The Silhouette score measures the separability between clusters based on the distances between and within clusters. It calculates the mean intra-cluster distance (a
), which is the mean distance within a cluster, and the mean nearest-cluster distance (b
), which is the distance between a sample and the nearest cluster it is not a part of, for each sample. Then, the Silhouette coefficient for a sample is (b - a) / max(a, b)
.
Let’s calculate the Silhouette Score for all previously mentioned methods:
from sklearn.metrics import silhouette_score
# Prepare models
kmeans = KMeans(n_clusters=4).fit(df)
normalized_vectors = preprocessing.normalize(df)
normalized_kmeans = KMeans(n_clusters=4).fit(normalized_vectors)
min_samples = df.shape[1]+1
dbscan = DBSCAN(eps=3.5, min_samples=min_samples).fit(df)
# Print results
print('kmeans: {}'.format(silhouette_score(df, kmeans.labels_,
metric='euclidean')))
print('Cosine kmeans:{}'.format(silhouette_score(normalized_vectors,
normalized_kmeans.labels_,
metric='cosine')))
print('DBSCAN: {}'.format(silhouette_score(df, dbscan.labels_,
metric='cosine')))
It is not a surprise to see that the cosine-based k-Means outperforms k-Means due to the amount of feature (27) that we have in the data. It is interesting to see that DBSCAN similarly performs well.
However, although objective measures are preferred I believe that when it comes to unsupervised clustering visually examining the clusters is one of the best ways to evaluate them.
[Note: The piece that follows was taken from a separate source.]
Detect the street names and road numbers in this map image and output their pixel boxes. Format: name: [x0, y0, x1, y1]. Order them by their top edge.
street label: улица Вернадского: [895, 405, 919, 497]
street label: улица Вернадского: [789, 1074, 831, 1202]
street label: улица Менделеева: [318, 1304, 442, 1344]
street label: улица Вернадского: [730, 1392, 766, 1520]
Never blindly follow objective measures. Make sure that you always inspect what exactly is happening!
Thus, next up are methods for visualizing clusters in 2d and 3d.
Visualizing Clusters
To visualize the clusters you can use one of the most popular methods for dimensionality reduction, namely PCA and t-SNE.
Principal Component Analysis (PCA)
PCA works by using orthogonal transformations to convert correlates features into a set of values of linearly uncorrelated features. What is left are features that contain the largest possible variance. For an in-depth overview of PCA see this article.
We can then visualize our data in 3d:
pca_df = prepare_pca(2, df, normalized_kmeans.labels_)
sns.scatterplot(x=pca_df.x, y=pca_df.y, hue=pca_df.labels,
palette="Set2")
Although PCA might have been successful in reducing the dimensionality of the data, it does not seem to visualize the clusters very intuitively. This happens often with high dimensional data, they are typically clustered around the same point and PCA extracts that information.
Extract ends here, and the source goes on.